Meet David. I did not appreciate what a good manager he was until many years and a few bad ones down the road. He was in his fifties and a director when I went to work for him; I was just beginning my career. David was exceptionally well qualified to do his job. This is a gift to anyone entering the business world. He was soft spoken and confident. He also instilled confidence in those he managed. David was not afraid to make decisions and more importantly he took ownership for them. He praised publically, chastised privately and never hesitated to give credit to those who earned it. He wanted me to be successful and provided the opportunities and education that helped me get there. Long after he stopped being my manager he was my friend and mentor. I had a lifelong respect for him and went to him many times over the years for his career advice and gentle wisdom. David passed away several years ago and the world lost one of the good guys. I miss him.

Many years later, and now in my fifties, I went to work for Aashu. We did not hire each other, we inherited each other. I had been through multiple management changes, survived two lay-offs and felt drained at the thought of yet another manager and another level set. Aashu became my fifth manager in three years. I had no idea what to expect but I can tell you what I got. I got a good manager.

At this stage of my career the basics were still important to me – he was qualified to do the job. He was fair minded, had high standards (which he imposed on all of us), strong ethics, and consciously worked to do the right things. He was gifted with a dry sense of humor, real intelligence, and the ability to listen.

I never knew him to avoid a difficult situation and I always knew where I stood with him. Like David, he acknowledged individual contributions publically and shared credit for big accomplishments with his staff. He believed in team building and knew how to build a team. Aashu liked Scotch and together we raised a few glasses of the good stuff together. I’d like to thank him for keeping the bar high for both of us.

My current manager is much younger than I am. They are all much younger than I am now. He is the first manager I’ve had who understands the planning and execution of an event at a detailed grass-roots level. We speak the same language. He likes balance and order. Each morning we have a huddle call to review our top five tasks. When the workload is heavier for one of us, it is easily rebalanced with help from the rest of the team. No deliverable runs the risk of being incomplete or done poorly. He has a great sense of humor and really likes what he does. We learn from each other.

Five Traits of a Good Manager

Hidden among the bland and repetitive writings on the qualities of good managers, this one caught my attention. Jacob Morgan, co-founder of Chess Media Group, singles out five essential traits of a good manager:

1. Follow from the Front: Remove roadblocks from the paths of employees in order to help them succeed. Employees used to work hard to allow their managers to succeed and now it’s the managers turn to make sure their employees succeed.
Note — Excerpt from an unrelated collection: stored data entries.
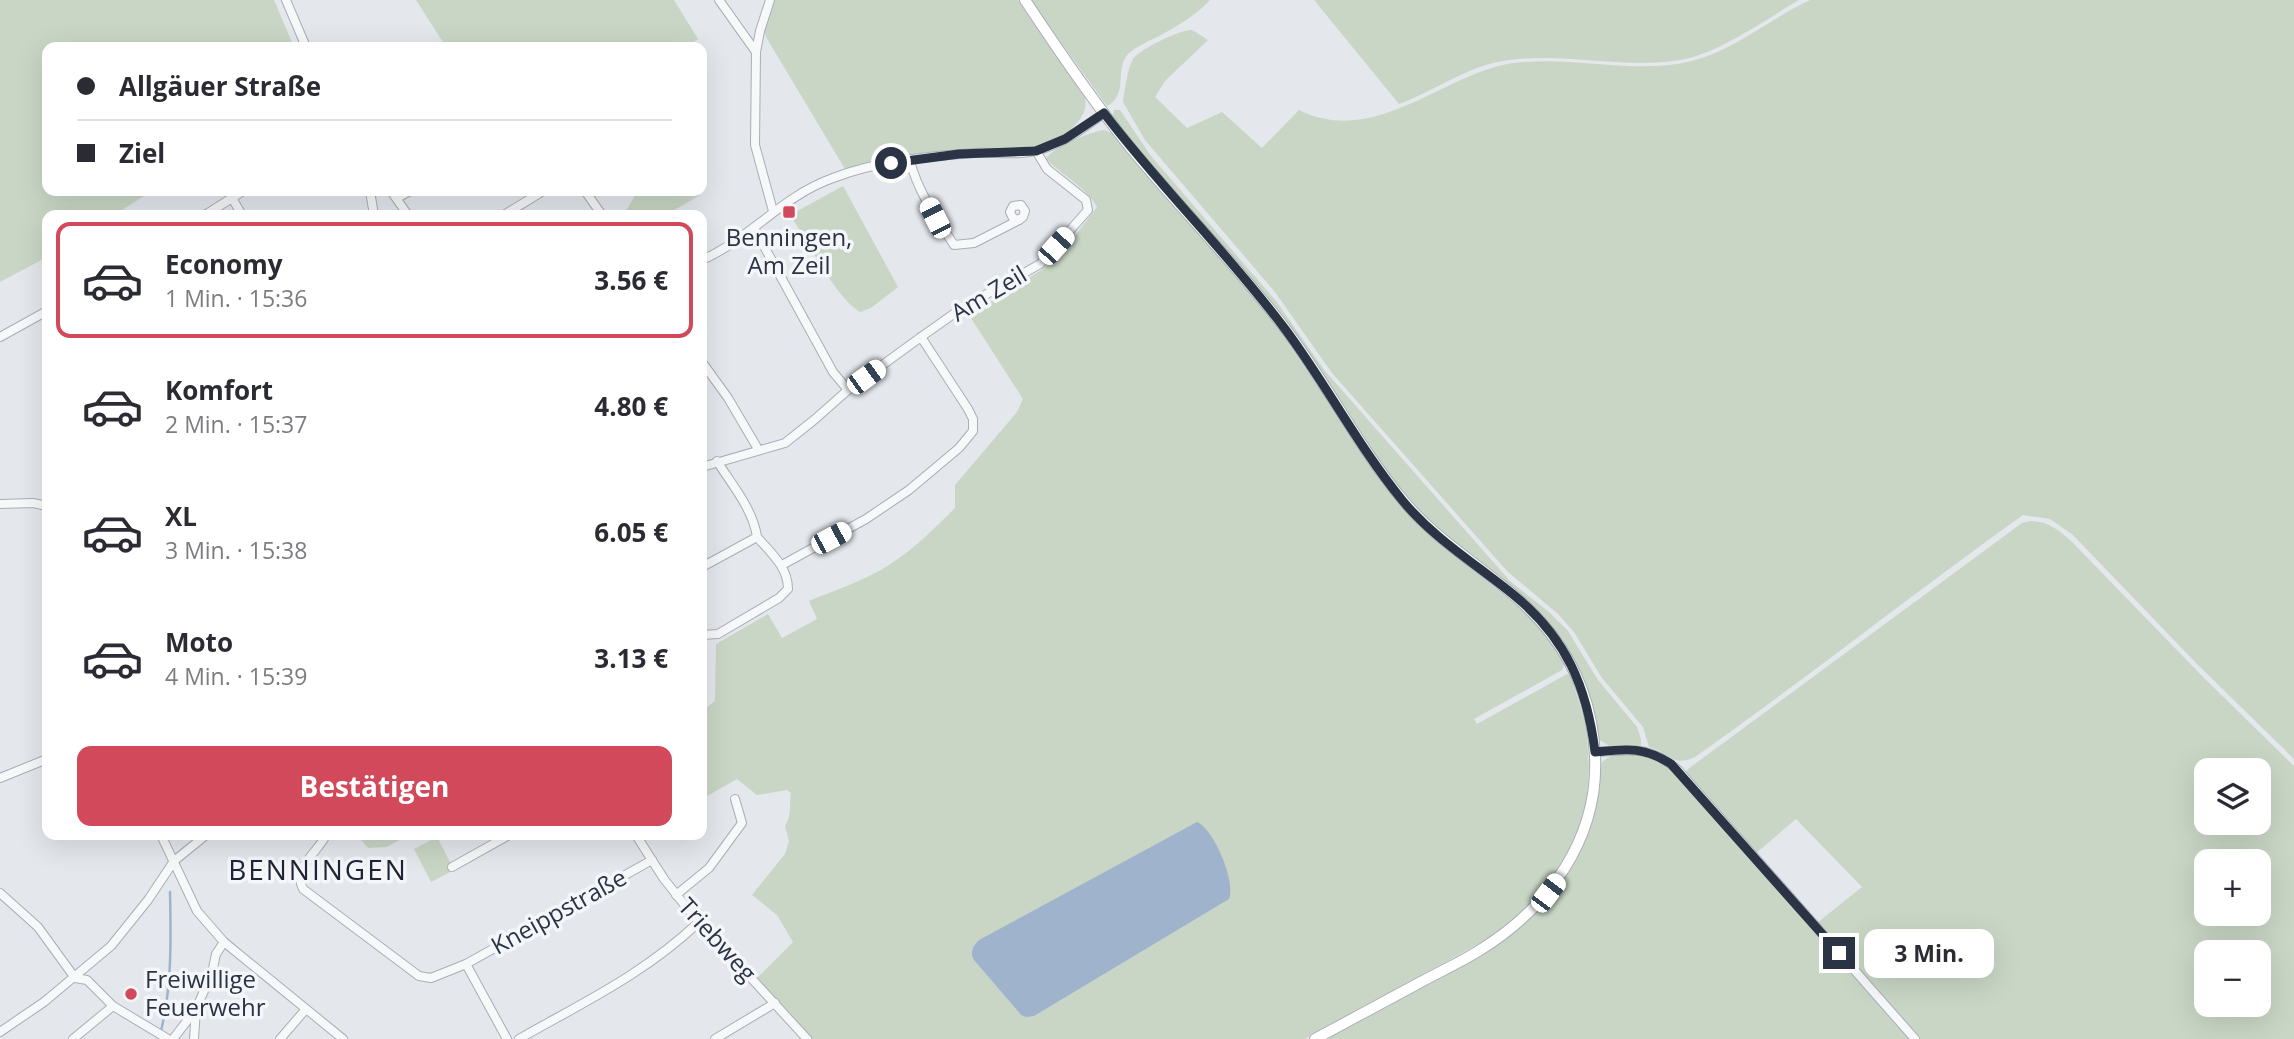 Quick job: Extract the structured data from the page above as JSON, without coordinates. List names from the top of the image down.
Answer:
{
  "streets": {
    "street": ["Am Zeil", "Kneippstraße", "Triebweg"]
  },
  "crossings": [
    ["Kneippstraße", "Triebweg"]
  ],
  "districts": ["BENNINGEN"],
  "places": {
    "transit": ["Benningen, Am Zeil"],
    "other": ["Freiwillige Feuerwehr"]
  },
  "page": {
    "banner": ["Allgäuer Straße", "Ziel"],
    "list": [
      {
        "name": "Economy",
        "note": "1 Min. · 15:36",
        "value": "3.56 €"
      },
      {
        "name": "Komfort",
        "note": "2 Min. · 15:37",
        "value": "4.80 €"
      },
      {
        "name": "XL",
        "note": "3 Min. · 15:38",
        "value": "6.05 €"
      },
      {
        "name": "Moto",
        "note": "4 Min. · 15:39",
        "value": "3.13 €"
      }
    ],
    "buttons": "Bestätigen",
    "map_buttons": ["+", "−"],
    "bubble": "3 Min."
  }
} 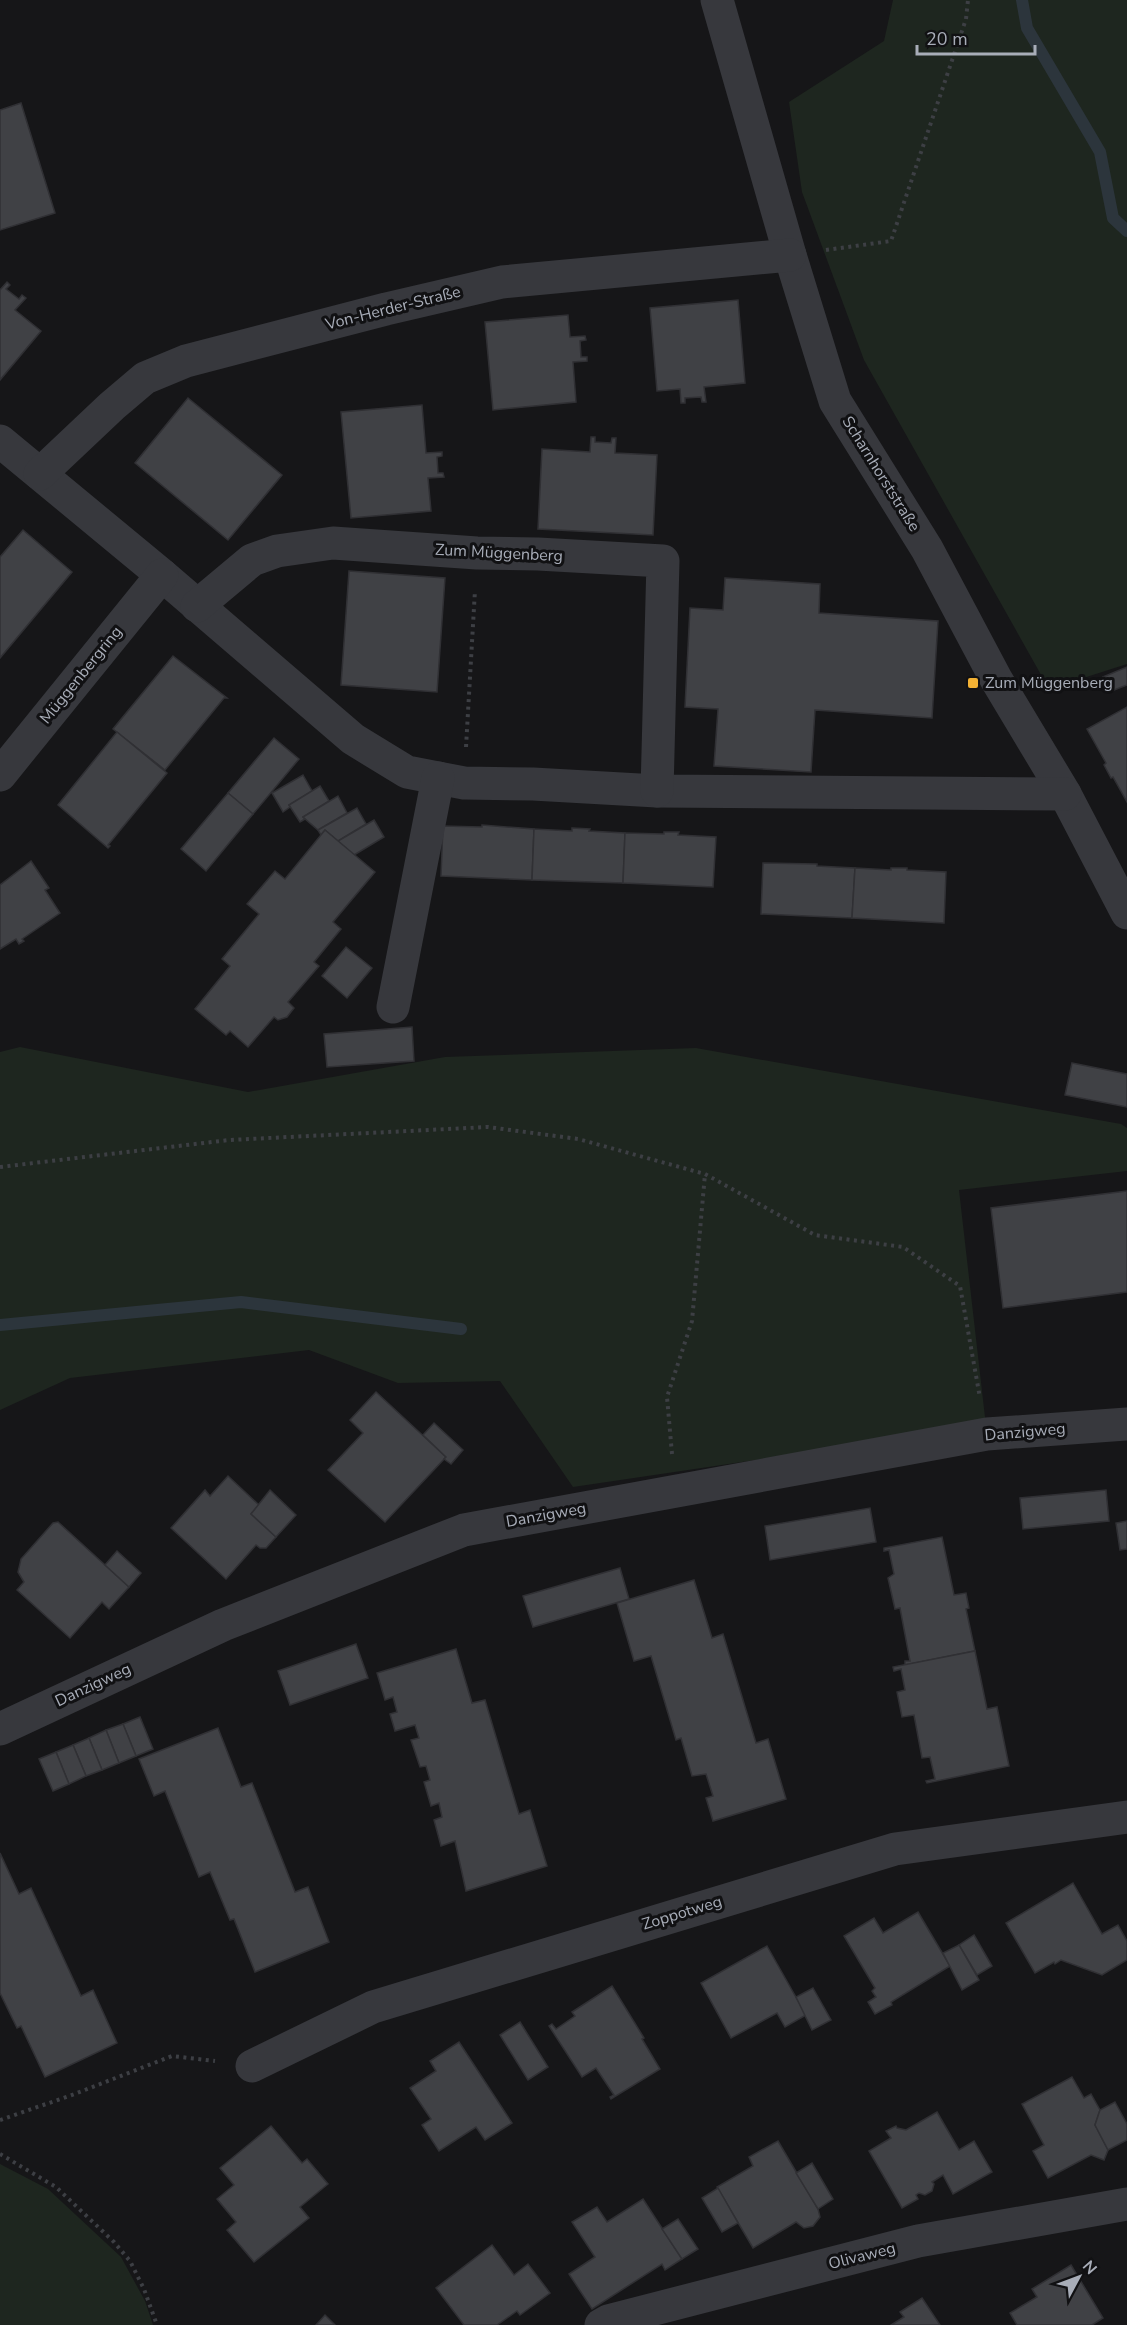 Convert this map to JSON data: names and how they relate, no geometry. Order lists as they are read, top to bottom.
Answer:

2. Understand Technology: This isn’t the same as technical expertise. This means having a good pulse of what is happening in the consumer web as well as understanding which social and collaborative technologies are making their way into the enterprise and what the implications of that are.

3. Lead by Example: Managers need to commit to more than just funding collaboration. They need to be the ones using the same tools that the rest of the employees are using. There is no way that employees can change and evolve (nor should they) unless they see their managers doing the same.

4. Embrace Vulnerability: Vulnerability is the absolute heartbeat of innovation and creativity. There can be zero innovation without vulnerability. Being vulnerable isn’t about being weak. It’s about being courageous; a key quality that every manager must have. (This one is my personal favorite)

5. Sharing: Managers must share information and collective intelligence instead of hoarding it. Managers need to make sure that employees can connect to each other and to the information they need to get their jobs done, anytime, anywhere, and on any device. Managers now rely on employees to help make decisions instead of isolating them from this process.

Work is not the same as it was when we started on the merry go round. The qualities and characteristics of a good manager have had to adapt to the new world order of the work environment. Dramatic changes in technology, the way companies are structured and the dynamics of our professional and personal lives demand a new breed of manager. In order for that manager to be called good, he or she must be a practitioner of both humility and humor, for neither has gone out of fashion. It brings to mind the old call to lead, follow or get out of the way.

How we lead still sets a good manager apart and reminds us of what is important and what stands the test of time.

“A man can counterfeit love, he can counterfeit faith, he can counterfeit hope and all the other graces, but it is very difficult to counterfeit humility.”